**EXERCISE AIM:**
If a line in the records below includes the word "shadow", count it, then give the total and nothing else.

Saved entries
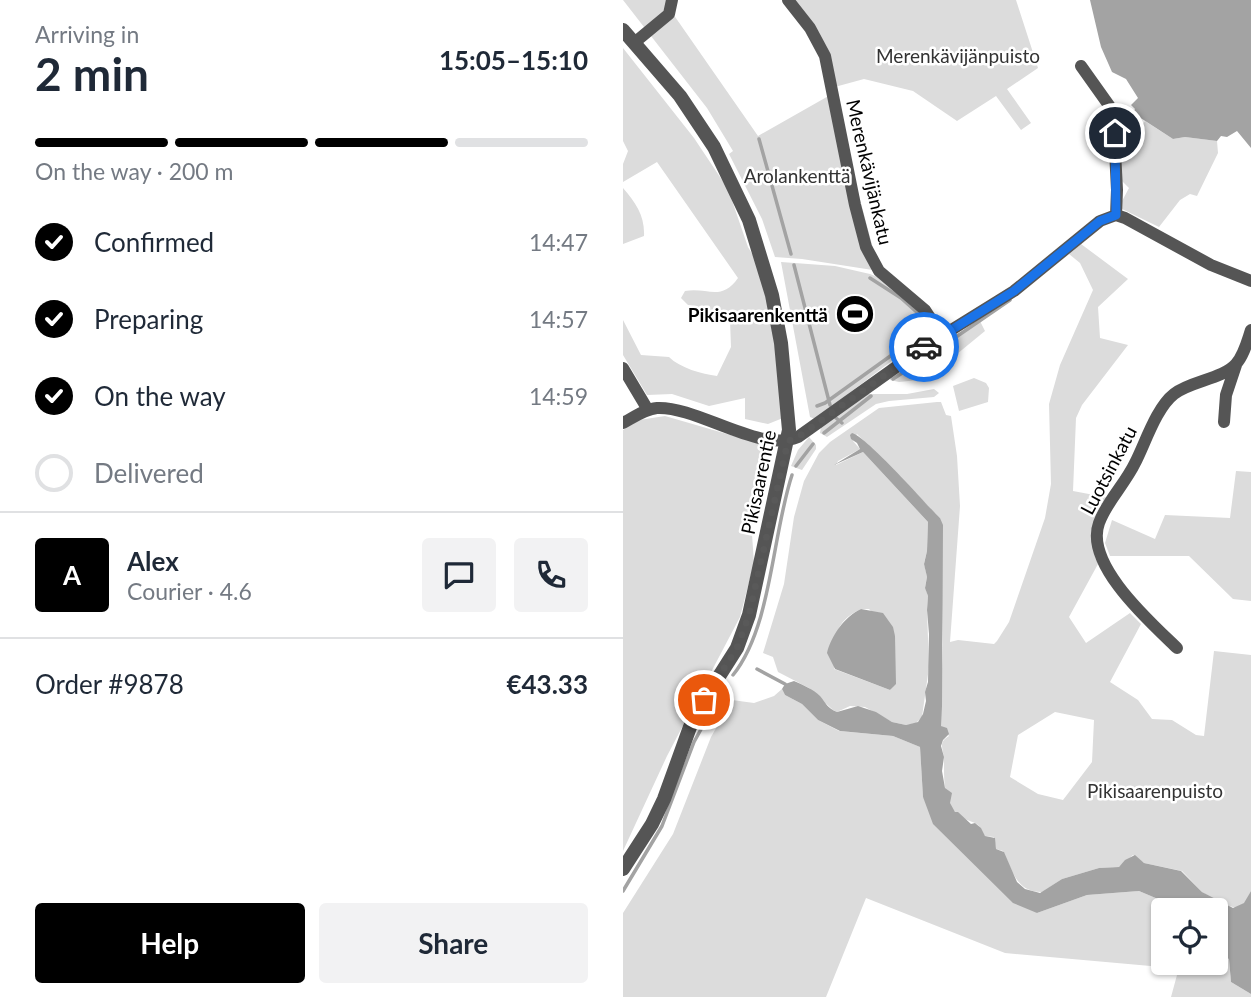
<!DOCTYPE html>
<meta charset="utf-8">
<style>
body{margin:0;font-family:Lato,sans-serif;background:#f2f2f3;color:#1f2937;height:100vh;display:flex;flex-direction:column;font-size:26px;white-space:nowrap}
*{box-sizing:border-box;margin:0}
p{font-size:23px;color:#747a83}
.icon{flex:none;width:38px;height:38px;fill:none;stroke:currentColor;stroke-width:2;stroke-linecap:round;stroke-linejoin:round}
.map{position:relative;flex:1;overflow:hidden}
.sheet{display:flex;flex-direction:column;background:#fff;width:623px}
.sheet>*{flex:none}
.tools{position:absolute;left:528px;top:898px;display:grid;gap:14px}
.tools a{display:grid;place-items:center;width:77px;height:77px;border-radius:7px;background:#fff;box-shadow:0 2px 5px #0004;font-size:35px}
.pin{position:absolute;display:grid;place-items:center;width:60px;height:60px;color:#fff;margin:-30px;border:4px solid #fff;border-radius:50%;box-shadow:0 2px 7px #0007}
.courier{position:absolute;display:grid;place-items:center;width:70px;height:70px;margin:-35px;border:5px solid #1a73e8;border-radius:50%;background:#fff;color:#222;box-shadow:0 2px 9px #0007}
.head em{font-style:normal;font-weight:700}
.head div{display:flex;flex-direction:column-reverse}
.head{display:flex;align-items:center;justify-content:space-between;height:119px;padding:0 35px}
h1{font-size:46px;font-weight:700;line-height:52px}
.bar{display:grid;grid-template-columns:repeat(4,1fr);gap:10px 7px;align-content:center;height:84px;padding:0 35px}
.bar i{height:9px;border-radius:5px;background:#e0e1e3}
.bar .active{background:#000}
.bar p{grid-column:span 4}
.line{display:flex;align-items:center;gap:18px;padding:0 35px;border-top:2px solid #e0e1e3}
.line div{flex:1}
.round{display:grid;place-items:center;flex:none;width:74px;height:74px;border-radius:7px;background:#f2f2f3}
ol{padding:0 35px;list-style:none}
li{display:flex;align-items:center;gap:21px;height:77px}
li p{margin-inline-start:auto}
li .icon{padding:7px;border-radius:50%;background:#000;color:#fff;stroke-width:4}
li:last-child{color:#747a83}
li i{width:38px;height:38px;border:4px solid #e0e1e3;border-radius:50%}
.cta{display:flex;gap:14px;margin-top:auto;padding:14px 35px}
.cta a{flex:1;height:80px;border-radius:7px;background:#000;color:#fff;font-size:28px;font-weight:700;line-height:80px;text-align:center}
.cta a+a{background:#f2f2f3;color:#1f2937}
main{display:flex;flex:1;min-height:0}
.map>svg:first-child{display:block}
</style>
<main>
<section class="sheet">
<div class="head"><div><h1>2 min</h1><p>Arriving in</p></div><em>15:05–15:10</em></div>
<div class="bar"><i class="active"></i><i class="active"></i><i class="active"></i><i></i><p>On the way · 200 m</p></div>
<ol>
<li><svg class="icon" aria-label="check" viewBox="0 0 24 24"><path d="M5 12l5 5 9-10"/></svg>Confirmed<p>14:47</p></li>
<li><svg class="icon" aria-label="check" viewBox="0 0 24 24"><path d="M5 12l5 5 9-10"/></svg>Preparing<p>14:57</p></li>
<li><svg class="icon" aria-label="check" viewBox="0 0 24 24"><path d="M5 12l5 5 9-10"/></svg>On the way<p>14:59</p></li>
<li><i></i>Delivered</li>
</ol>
<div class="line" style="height:126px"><b class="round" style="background:#000;color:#fff">A</b><div><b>Alex</b><p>Courier · 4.6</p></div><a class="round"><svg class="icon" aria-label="chat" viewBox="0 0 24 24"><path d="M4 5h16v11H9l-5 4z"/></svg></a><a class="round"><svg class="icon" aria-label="phone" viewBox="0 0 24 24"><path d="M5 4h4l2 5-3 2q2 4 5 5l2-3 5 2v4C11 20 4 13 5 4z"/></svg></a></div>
<div class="line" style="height:91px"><div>Order #9878</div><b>€43.33</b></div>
<div class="cta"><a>Help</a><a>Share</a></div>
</section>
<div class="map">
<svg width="628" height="997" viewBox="0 0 628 997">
<rect width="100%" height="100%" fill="#fff"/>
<path fill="#dcdcdc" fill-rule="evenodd" d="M0,0H43L48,11L135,136L209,94L256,271L179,259L152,257L139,219L106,154L110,151L84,108Z
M165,0H393L415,68L384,89L408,123L398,130L373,96L334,121L290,91L241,79L208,88L202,56Z
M0,48L71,138L105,189L125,247L134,262L148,313L160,418L145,424L122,419V398L86,406L49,394L24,395L0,355V320L18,355L46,357C57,368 79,374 94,376L108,347L107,320L88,316L79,308L65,305L58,298L62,291C85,287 98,302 115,278L34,162L0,182V164L5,151L0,141Z
M522,121L550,139L562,137L594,141L595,153L574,196L567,194L557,200L536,227L499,209L498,203L506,188L496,178V151L504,148Z
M0,188C13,203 22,216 21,236L0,244Z
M458,244L505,279L475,307L477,338L505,345L459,405L453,418L450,491L487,498C476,522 463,538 475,564L446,617L463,643L507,613L518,624L487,682L515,700L529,719L549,720L573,735L581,736L591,651L628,655V891L622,903L613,908L597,903L579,892L559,871L521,863L510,855L496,867L476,868L439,879L419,892C393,892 390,871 380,851L373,849L371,837L362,836C358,831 358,826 352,823C346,821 339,818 333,813C320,800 321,776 321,760C321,749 314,743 326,736L318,726L317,719L320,644L317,518L234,434L230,441L237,449L215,461L213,465L240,452L305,522L304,551L301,563L304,577L302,587L305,596L304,610L306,667L299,717L293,723L283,725L269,722L242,707L227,706L214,712L210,710L186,688L155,672L150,657L140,653L161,584L171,517L181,481L196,453L207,442L256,408L314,402H318L323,415L328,416L334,456L337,506L327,642L335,640L371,644L374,641L386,622L422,518L428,484L426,404L437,365L470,290L457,263L446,254ZM238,609H246L272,636V684L267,690L211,669C212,641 209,622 238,609ZM432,712L471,720L469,762L440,800L415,794L387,777L395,735Z
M158,262L212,266L247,274L257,278L305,319L307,332L192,419L187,417Z
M357,321L362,331L323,363L314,352L316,346Z
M299,356L308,364L310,370L305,379L276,382L267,380V377Z
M351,378L363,383L366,388L365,402L336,411L330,386Z
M311,389L316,393L311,397L266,401L253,404L204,437L197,433L198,427L243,394H284Z
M42,416L145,446L128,520L131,563L117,617L44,756L0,851V430L16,420Z
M186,437L193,445V449L179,470L168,466L175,450Z
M613,471L628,472V601L610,599L566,556H487L482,543L489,520L532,539L542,515L607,518Z
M159,689L162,695L179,704L195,720L216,731L270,736L297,747L300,797L414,913L464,895L516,891L561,910H541V962H593V952L606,959L608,982L628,994V997H548L554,975L550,968L382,953L243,898L203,997H0V913L50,834L88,737L109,700L131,703L151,696Z"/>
<path fill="#a3a3a3" d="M467,0H628V148L614,131L604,137L598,136L594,141L562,137L550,139L510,113L512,109L508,105L515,98L503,79L489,72L478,47Z
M229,433C245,438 301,502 317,518L320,525L319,706L318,726L324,728L326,734L320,740L318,746L321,757L319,771L322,788L329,793L327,803L332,812H335L348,824L352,823L358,828L362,836L372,838L373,849L381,852L394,882L402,889L417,893L439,879L476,868L496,867L502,860L512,855L521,863L558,871L579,892L610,908L621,903L628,891V994L608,982L606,959L593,952V910H561L516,891L464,895L414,913L390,903L310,824L300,797L297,747L270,736L217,731L195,720L179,704L162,695L159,689L162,684L171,681C180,685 190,689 197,696C203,703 204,708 214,712L235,706L253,712L269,722L283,725L295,722L300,714L303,701L302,692L305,682L306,634L304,610L305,596L302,588L304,577L301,564L304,551L305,522L240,452L211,465L237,449L234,443L228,439L227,435Z
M238,609L260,613L270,627L272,636L273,684L267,690L212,669L204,653C208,636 222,616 238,609Z"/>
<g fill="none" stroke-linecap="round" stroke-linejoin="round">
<path stroke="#a3a3a3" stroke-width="3.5" d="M136,139L168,254
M171,265L207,405
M247,278L278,298L298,316
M314,350L387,300
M270,379L301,359
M194,406L202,403L298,334L301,325
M213,418L219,423
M201,433L248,396
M173,466L190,444
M134,669L162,684
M110,675C149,626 149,535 169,475
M0,891L39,826L71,742L99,691"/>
<path stroke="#555" stroke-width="12" d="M165,0L187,28L202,56L232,205L243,247L256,271L302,310L319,336
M11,43L46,14L49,0
M458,66L490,111L494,190L493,215
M493,215L502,218L588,265L628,281
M0,368L25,410
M601,422L603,395L613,365
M0,423C11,417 22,409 34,408C75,406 137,454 175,437L304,345L391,291L477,221L493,215
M554,648C527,622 461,564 476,523C484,501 502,484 512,463C522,444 533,408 551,394C567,381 600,379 613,364C621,355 624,342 628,330"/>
<path stroke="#555" stroke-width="14" d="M0,30L57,96L91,147L126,220L149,295L158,343L166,430L126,615L114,648L81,700L67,727L41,799L29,824L0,869"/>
</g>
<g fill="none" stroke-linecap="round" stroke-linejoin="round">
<path stroke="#595959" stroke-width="7" stroke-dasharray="0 12.6" d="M81,700L114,648L126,615L165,441L175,437L301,347"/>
<path stroke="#1a73e8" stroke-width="9" d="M301,347L391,291L477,221L493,215L492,133"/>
</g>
<defs>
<g id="stadium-disc" transform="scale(2.0125)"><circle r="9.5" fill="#000" stroke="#fff"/><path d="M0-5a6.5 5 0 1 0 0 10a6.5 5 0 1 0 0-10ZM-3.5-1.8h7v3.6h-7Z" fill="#fff"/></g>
</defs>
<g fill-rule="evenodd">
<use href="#stadium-disc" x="232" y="314"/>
</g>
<g text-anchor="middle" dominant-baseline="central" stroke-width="5" stroke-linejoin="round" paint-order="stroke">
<g font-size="19" fill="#333" stroke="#fff">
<text x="335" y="55">Merenkävijänpuisto</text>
<text x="174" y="175">Arolankenttä</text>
<text x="532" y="790">Pikisaarenpuisto</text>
</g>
<g font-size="19" fill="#000" stroke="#fff">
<text transform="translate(247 172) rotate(77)">Merenkävijänkatu</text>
<text transform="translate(485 470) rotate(-62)">Luotsinkatu</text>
<text transform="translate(135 482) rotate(-78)">Pikisaarentie</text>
</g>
<g font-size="19" font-weight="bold" fill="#000" stroke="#fff" text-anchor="end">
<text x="205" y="314">Pikisaarenkenttä</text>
</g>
</g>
</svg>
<div class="tools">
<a><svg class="icon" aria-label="locate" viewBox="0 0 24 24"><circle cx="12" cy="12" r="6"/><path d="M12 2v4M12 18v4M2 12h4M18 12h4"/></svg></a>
</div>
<div class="pin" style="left:81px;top:700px;background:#ea580c"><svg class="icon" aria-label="bag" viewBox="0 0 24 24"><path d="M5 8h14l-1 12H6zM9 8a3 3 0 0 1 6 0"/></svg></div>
<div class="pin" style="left:492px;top:133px;background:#1f2937"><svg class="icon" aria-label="home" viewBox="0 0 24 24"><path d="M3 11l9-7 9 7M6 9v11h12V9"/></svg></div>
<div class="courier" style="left:301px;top:347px"><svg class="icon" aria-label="car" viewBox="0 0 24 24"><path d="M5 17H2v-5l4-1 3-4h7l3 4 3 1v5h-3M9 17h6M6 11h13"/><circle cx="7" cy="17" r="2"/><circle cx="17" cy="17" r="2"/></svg></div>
</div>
</main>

**SOLUTION FOR THIS TASK:**
3